_PROBLEM_.
Below are some records; return each one exactly as written.

_GIVEN RECORDS_.
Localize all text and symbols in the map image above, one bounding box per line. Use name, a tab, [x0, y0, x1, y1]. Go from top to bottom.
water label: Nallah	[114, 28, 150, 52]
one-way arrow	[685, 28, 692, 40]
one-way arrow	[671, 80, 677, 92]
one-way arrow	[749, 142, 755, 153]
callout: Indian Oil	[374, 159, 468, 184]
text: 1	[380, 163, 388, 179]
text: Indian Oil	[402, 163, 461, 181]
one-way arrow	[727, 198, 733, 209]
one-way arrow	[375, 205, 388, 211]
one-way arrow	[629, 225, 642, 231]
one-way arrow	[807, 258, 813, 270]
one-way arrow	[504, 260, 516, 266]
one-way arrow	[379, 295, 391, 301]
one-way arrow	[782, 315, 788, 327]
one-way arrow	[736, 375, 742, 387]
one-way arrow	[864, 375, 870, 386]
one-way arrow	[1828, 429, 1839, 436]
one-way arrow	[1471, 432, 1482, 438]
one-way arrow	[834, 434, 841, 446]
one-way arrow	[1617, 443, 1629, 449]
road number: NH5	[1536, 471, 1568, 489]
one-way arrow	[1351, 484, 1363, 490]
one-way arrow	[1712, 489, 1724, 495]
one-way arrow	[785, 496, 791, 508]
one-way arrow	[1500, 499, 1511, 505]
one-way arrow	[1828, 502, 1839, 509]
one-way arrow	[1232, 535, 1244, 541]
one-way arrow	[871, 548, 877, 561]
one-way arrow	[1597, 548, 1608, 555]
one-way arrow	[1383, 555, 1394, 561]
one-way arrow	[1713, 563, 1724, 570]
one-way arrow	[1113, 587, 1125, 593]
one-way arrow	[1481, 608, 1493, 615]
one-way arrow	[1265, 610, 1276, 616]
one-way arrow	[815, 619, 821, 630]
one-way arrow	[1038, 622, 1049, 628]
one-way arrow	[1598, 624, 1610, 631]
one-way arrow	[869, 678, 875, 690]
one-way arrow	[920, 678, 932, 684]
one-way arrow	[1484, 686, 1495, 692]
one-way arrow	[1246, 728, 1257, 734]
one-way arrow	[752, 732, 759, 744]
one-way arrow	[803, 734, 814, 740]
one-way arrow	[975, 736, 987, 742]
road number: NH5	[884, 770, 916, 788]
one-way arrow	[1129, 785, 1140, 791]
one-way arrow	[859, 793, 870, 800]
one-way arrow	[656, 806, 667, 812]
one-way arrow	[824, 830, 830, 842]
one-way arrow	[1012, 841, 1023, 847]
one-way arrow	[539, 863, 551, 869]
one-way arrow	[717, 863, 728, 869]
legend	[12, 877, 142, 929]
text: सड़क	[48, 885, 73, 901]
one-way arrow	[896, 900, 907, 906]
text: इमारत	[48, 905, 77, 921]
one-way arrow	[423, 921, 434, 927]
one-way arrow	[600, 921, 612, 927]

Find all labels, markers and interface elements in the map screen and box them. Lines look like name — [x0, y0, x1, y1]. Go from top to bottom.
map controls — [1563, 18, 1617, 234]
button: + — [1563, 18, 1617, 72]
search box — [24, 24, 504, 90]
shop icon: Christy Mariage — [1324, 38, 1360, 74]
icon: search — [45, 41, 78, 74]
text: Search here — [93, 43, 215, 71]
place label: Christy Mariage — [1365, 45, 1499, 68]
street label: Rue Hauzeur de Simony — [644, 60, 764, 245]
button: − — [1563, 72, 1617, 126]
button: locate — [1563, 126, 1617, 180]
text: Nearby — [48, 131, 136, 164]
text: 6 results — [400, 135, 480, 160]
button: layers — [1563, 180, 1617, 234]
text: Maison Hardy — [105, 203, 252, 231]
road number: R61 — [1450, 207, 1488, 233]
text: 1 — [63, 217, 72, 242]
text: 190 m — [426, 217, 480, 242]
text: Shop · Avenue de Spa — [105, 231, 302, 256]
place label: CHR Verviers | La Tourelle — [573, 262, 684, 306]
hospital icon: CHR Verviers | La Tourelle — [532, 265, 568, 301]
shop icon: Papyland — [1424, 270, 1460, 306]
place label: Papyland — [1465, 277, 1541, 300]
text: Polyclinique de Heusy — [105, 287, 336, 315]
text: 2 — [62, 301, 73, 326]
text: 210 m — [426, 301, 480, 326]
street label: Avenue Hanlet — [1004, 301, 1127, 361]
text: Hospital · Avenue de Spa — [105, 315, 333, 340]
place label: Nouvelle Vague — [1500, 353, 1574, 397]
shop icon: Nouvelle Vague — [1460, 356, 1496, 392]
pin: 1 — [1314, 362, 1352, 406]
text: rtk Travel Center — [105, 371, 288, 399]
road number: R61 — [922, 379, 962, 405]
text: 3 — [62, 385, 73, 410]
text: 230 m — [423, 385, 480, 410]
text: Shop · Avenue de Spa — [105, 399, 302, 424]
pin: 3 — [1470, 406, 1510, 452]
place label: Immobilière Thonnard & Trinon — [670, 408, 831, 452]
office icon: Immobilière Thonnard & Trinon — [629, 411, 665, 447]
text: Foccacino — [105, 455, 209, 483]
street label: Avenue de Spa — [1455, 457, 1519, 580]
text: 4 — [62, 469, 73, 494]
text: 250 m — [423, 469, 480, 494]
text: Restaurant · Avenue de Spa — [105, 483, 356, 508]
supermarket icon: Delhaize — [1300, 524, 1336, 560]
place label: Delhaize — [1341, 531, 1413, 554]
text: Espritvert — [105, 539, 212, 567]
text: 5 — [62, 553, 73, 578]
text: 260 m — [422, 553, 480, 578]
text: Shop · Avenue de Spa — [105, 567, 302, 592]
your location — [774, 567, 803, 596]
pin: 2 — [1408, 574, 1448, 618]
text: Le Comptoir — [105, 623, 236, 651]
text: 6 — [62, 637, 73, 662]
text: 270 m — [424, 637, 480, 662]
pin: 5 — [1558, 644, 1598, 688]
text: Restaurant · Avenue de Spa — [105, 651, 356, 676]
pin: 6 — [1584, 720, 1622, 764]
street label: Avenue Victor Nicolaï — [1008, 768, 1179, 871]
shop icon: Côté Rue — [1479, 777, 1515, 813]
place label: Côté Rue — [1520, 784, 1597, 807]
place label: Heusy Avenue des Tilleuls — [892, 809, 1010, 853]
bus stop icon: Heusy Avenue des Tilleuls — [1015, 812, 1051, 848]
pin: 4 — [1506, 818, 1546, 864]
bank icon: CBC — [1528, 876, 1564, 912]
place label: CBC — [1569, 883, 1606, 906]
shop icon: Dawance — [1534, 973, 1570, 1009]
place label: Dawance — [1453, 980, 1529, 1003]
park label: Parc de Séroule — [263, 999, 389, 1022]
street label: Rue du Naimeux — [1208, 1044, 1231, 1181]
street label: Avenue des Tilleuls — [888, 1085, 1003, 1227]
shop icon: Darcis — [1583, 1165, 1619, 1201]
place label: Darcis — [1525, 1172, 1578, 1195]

_COMPLETED TASK_.
Localize all text and symbols in the map image above, one bounding box per line. Use name, a tab, [x0, y0, x1, y1]. Go from top to bottom.
water label: Nallah	[114, 28, 150, 52]
one-way arrow	[685, 28, 692, 40]
one-way arrow	[671, 80, 677, 92]
one-way arrow	[749, 142, 755, 153]
callout: Indian Oil	[374, 159, 468, 184]
text: 1	[380, 163, 388, 179]
text: Indian Oil	[402, 163, 461, 181]
one-way arrow	[727, 198, 733, 209]
one-way arrow	[375, 205, 388, 211]
one-way arrow	[629, 225, 642, 231]
one-way arrow	[807, 258, 813, 270]
one-way arrow	[504, 260, 516, 266]
one-way arrow	[379, 295, 391, 301]
one-way arrow	[782, 315, 788, 327]
one-way arrow	[736, 375, 742, 387]
one-way arrow	[864, 375, 870, 386]
one-way arrow	[1828, 429, 1839, 436]
one-way arrow	[1471, 432, 1482, 438]
one-way arrow	[834, 434, 841, 446]
one-way arrow	[1617, 443, 1629, 449]
road number: NH5	[1536, 471, 1568, 489]
one-way arrow	[1351, 484, 1363, 490]
one-way arrow	[1712, 489, 1724, 495]
one-way arrow	[785, 496, 791, 508]
one-way arrow	[1500, 499, 1511, 505]
one-way arrow	[1828, 502, 1839, 509]
one-way arrow	[1232, 535, 1244, 541]
one-way arrow	[871, 548, 877, 561]
one-way arrow	[1597, 548, 1608, 555]
one-way arrow	[1383, 555, 1394, 561]
one-way arrow	[1713, 563, 1724, 570]
one-way arrow	[1113, 587, 1125, 593]
one-way arrow	[1481, 608, 1493, 615]
one-way arrow	[1265, 610, 1276, 616]
one-way arrow	[815, 619, 821, 630]
one-way arrow	[1038, 622, 1049, 628]
one-way arrow	[1598, 624, 1610, 631]
one-way arrow	[869, 678, 875, 690]
one-way arrow	[920, 678, 932, 684]
one-way arrow	[1484, 686, 1495, 692]
one-way arrow	[1246, 728, 1257, 734]
one-way arrow	[752, 732, 759, 744]
one-way arrow	[803, 734, 814, 740]
one-way arrow	[975, 736, 987, 742]
road number: NH5	[884, 770, 916, 788]
one-way arrow	[1129, 785, 1140, 791]
one-way arrow	[859, 793, 870, 800]
one-way arrow	[656, 806, 667, 812]
one-way arrow	[824, 830, 830, 842]
one-way arrow	[1012, 841, 1023, 847]
one-way arrow	[539, 863, 551, 869]
one-way arrow	[717, 863, 728, 869]
legend	[12, 877, 142, 929]
text: सड़क	[48, 885, 73, 901]
one-way arrow	[896, 900, 907, 906]
text: इमारत	[48, 905, 77, 921]
one-way arrow	[423, 921, 434, 927]
one-way arrow	[600, 921, 612, 927]

Find all labels, markers and interface elements in the map screen and box them. Lines look like name — [x0, y0, x1, y1]. Go from top to bottom.
map controls — [1563, 18, 1617, 234]
button: + — [1563, 18, 1617, 72]
search box — [24, 24, 504, 90]
shop icon: Christy Mariage — [1324, 38, 1360, 74]
icon: search — [45, 41, 78, 74]
text: Search here — [93, 43, 215, 71]
place label: Christy Mariage — [1365, 45, 1499, 68]
street label: Rue Hauzeur de Simony — [644, 60, 764, 245]
button: − — [1563, 72, 1617, 126]
button: locate — [1563, 126, 1617, 180]
text: Nearby — [48, 131, 136, 164]
text: 6 results — [400, 135, 480, 160]
button: layers — [1563, 180, 1617, 234]
text: Maison Hardy — [105, 203, 252, 231]
road number: R61 — [1450, 207, 1488, 233]
text: 1 — [63, 217, 72, 242]
text: 190 m — [426, 217, 480, 242]
text: Shop · Avenue de Spa — [105, 231, 302, 256]
place label: CHR Verviers | La Tourelle — [573, 262, 684, 306]
hospital icon: CHR Verviers | La Tourelle — [532, 265, 568, 301]
shop icon: Papyland — [1424, 270, 1460, 306]
place label: Papyland — [1465, 277, 1541, 300]
text: Polyclinique de Heusy — [105, 287, 336, 315]
text: 2 — [62, 301, 73, 326]
text: 210 m — [426, 301, 480, 326]
street label: Avenue Hanlet — [1004, 301, 1127, 361]
text: Hospital · Avenue de Spa — [105, 315, 333, 340]
place label: Nouvelle Vague — [1500, 353, 1574, 397]
shop icon: Nouvelle Vague — [1460, 356, 1496, 392]
pin: 1 — [1314, 362, 1352, 406]
text: rtk Travel Center — [105, 371, 288, 399]
road number: R61 — [922, 379, 962, 405]
text: 3 — [62, 385, 73, 410]
text: 230 m — [423, 385, 480, 410]
text: Shop · Avenue de Spa — [105, 399, 302, 424]
pin: 3 — [1470, 406, 1510, 452]
place label: Immobilière Thonnard & Trinon — [670, 408, 831, 452]
office icon: Immobilière Thonnard & Trinon — [629, 411, 665, 447]
text: Foccacino — [105, 455, 209, 483]
street label: Avenue de Spa — [1455, 457, 1519, 580]
text: 4 — [62, 469, 73, 494]
text: 250 m — [423, 469, 480, 494]
text: Restaurant · Avenue de Spa — [105, 483, 356, 508]
supermarket icon: Delhaize — [1300, 524, 1336, 560]
place label: Delhaize — [1341, 531, 1413, 554]
text: Espritvert — [105, 539, 212, 567]
text: 5 — [62, 553, 73, 578]
text: 260 m — [422, 553, 480, 578]
text: Shop · Avenue de Spa — [105, 567, 302, 592]
your location — [774, 567, 803, 596]
pin: 2 — [1408, 574, 1448, 618]
text: Le Comptoir — [105, 623, 236, 651]
text: 6 — [62, 637, 73, 662]
text: 270 m — [424, 637, 480, 662]
pin: 5 — [1558, 644, 1598, 688]
text: Restaurant · Avenue de Spa — [105, 651, 356, 676]
pin: 6 — [1584, 720, 1622, 764]
street label: Avenue Victor Nicolaï — [1008, 768, 1179, 871]
shop icon: Côté Rue — [1479, 777, 1515, 813]
place label: Côté Rue — [1520, 784, 1597, 807]
place label: Heusy Avenue des Tilleuls — [892, 809, 1010, 853]
bus stop icon: Heusy Avenue des Tilleuls — [1015, 812, 1051, 848]
pin: 4 — [1506, 818, 1546, 864]
bank icon: CBC — [1528, 876, 1564, 912]
place label: CBC — [1569, 883, 1606, 906]
shop icon: Dawance — [1534, 973, 1570, 1009]
place label: Dawance — [1453, 980, 1529, 1003]
park label: Parc de Séroule — [263, 999, 389, 1022]
street label: Rue du Naimeux — [1208, 1044, 1231, 1181]
street label: Avenue des Tilleuls — [888, 1085, 1003, 1227]
shop icon: Darcis — [1583, 1165, 1619, 1201]
place label: Darcis — [1525, 1172, 1578, 1195]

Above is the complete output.